Thread: Hardware needed for 15,000,000 record DB?

Hardware needed for 15,000,000 record DB?

From
Date:
Hello,  :-)

Can someone help me spec out the hardware needed for a simple web-based
database app?

Basically, that application needs to lookup a single row by its primary key.
This would be fairly straightforward, except that the table needs to contain
up to 15 million records.  Each row will contain approximately 25  variable
length CHAR fields with perhaps a total of 3 to 4 kilobytes of data per row.

Updates will be done nightly via some sort of a batch process.

What kind of hardware would be needed for this sort of application? The
queries are not complex, it's just a lot of data.

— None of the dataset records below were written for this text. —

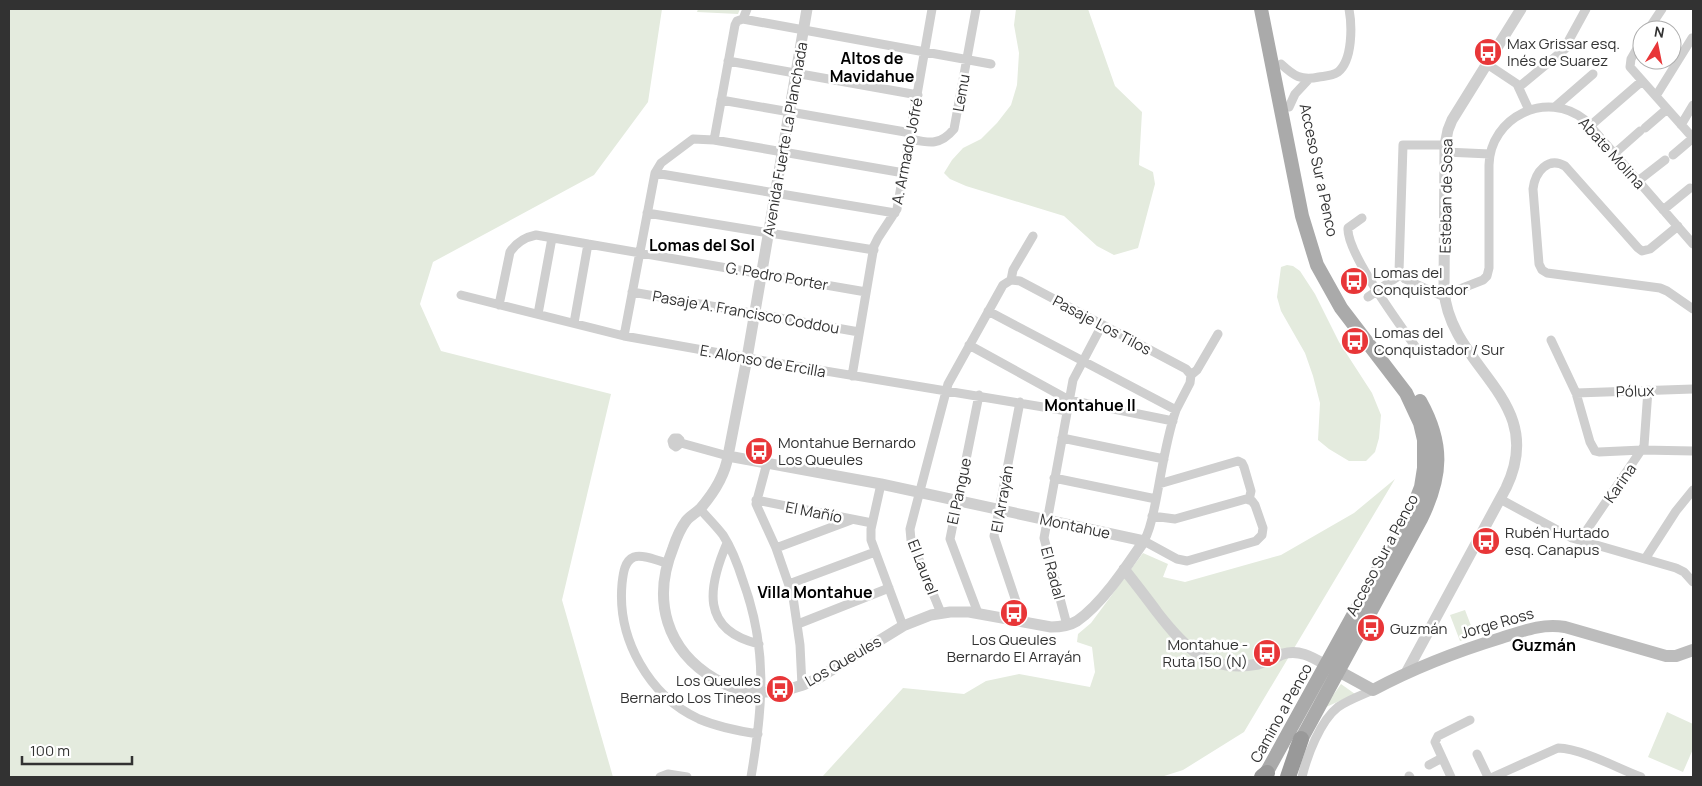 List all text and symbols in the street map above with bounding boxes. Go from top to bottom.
north arrow [1632,20,1682,70]
text: N [1653,21,1666,42]
place label: Max Grissar esq. Inés de Suarez [1507,33,1620,71]
bus stop icon: Max Grissar esq. Inés de Suarez [1473,37,1503,67]
street label: Avenida Fuerte La Planchada [758,40,812,238]
district label: Altos de Mavidahue [830,47,915,87]
street label: Lemu [947,73,975,113]
street label: A. Armado Jofré [886,96,928,206]
street label: Acceso Sur a Penco [1295,102,1343,239]
street label: Abate Molina [1574,113,1650,193]
street label: Esteban de Sosa [1434,138,1458,254]
district label: Lomas del Sol [649,234,755,256]
street label: G. Pedro Porter [724,257,830,295]
place label: Lomas del Conquistador [1373,262,1469,300]
bus stop icon: Lomas del Conquistador [1339,266,1369,296]
street label: Pasaje A. Francisco Coddou [651,285,841,339]
street label: Pasaje Los Tilos [1049,290,1155,360]
place label: Lomas del Conquistador / Sur [1374,322,1505,360]
bus stop icon: Lomas del Conquistador / Sur [1340,326,1370,356]
street label: E. Alonso de Ercilla [699,340,827,382]
street label: Pólux [1616,380,1655,402]
district label: Montahue II [1044,394,1136,416]
place label: Montahue Bernardo Los Queules [778,432,916,470]
bus stop icon: Montahue Bernardo Los Queules [744,436,774,466]
street label: El Pangue [942,456,976,526]
street label: Karina [1599,459,1641,507]
street label: El Arrayán [986,464,1018,534]
street label: Acceso Sur a Penco [1341,490,1423,620]
street label: El Mañío [784,496,844,528]
street label: Montahue [1038,508,1112,544]
place label: Rubén Hurtado esq. Canapus [1505,522,1610,560]
bus stop icon: Rubén Hurtado esq. Canapus [1471,526,1501,556]
street label: El Laurel [903,536,943,598]
street label: El Radal [1036,544,1070,602]
district label: Villa Montahue [757,581,873,603]
bus stop icon: Los Queules Bernardo El Arrayán [999,598,1029,628]
street label: Jorge Ross [1458,602,1536,644]
bus stop icon: Guzmán [1356,613,1386,643]
place label: Guzmán [1390,618,1447,639]
place label: Los Queules Bernardo El Arrayán [947,629,1081,667]
street label: Los Queules [801,631,885,691]
place label: Montahue - Ruta 150 (N) [1163,634,1248,672]
district label: Guzmán [1512,634,1576,656]
bus stop icon: Montahue - Ruta 150 (N) [1252,638,1282,668]
street label: Camino a Penco [1245,659,1317,767]
place label: Los Queules Bernardo Los Tineos [620,670,761,708]
bus stop icon: Los Queules Bernardo Los Tineos [765,674,795,704]
scale bar [22,734,132,766]
text: 100 m [30,740,70,761]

Would a midrange Celeron processor with 256 MB RAM be sufficient? How would
backups work for a database this large?

Is PostgreSQL even the best database engine for this app? Perhaps MySQL? Or
maybe a Microsoft solution?

Thanks so much,
David


Re: Hardware needed for 15,000,000 record DB?

From
Jeremy Buchmann
Date:
pdg@stratos.net wrote:
> Hello,  :-)
>
> Can someone help me spec out the hardware needed for a simple web-based
> database app?
>
> Basically, that application needs to lookup a single row by its primary key.
> This would be fairly straightforward, except that the table needs to contain
> up to 15 million records.  Each row will contain approximately 25  variable
> length CHAR fields with perhaps a total of 3 to 4 kilobytes of data per row.
>
> Updates will be done nightly via some sort of a batch process.
>
> What kind of hardware would be needed for this sort of application? The
> queries are not complex, it's just a lot of data.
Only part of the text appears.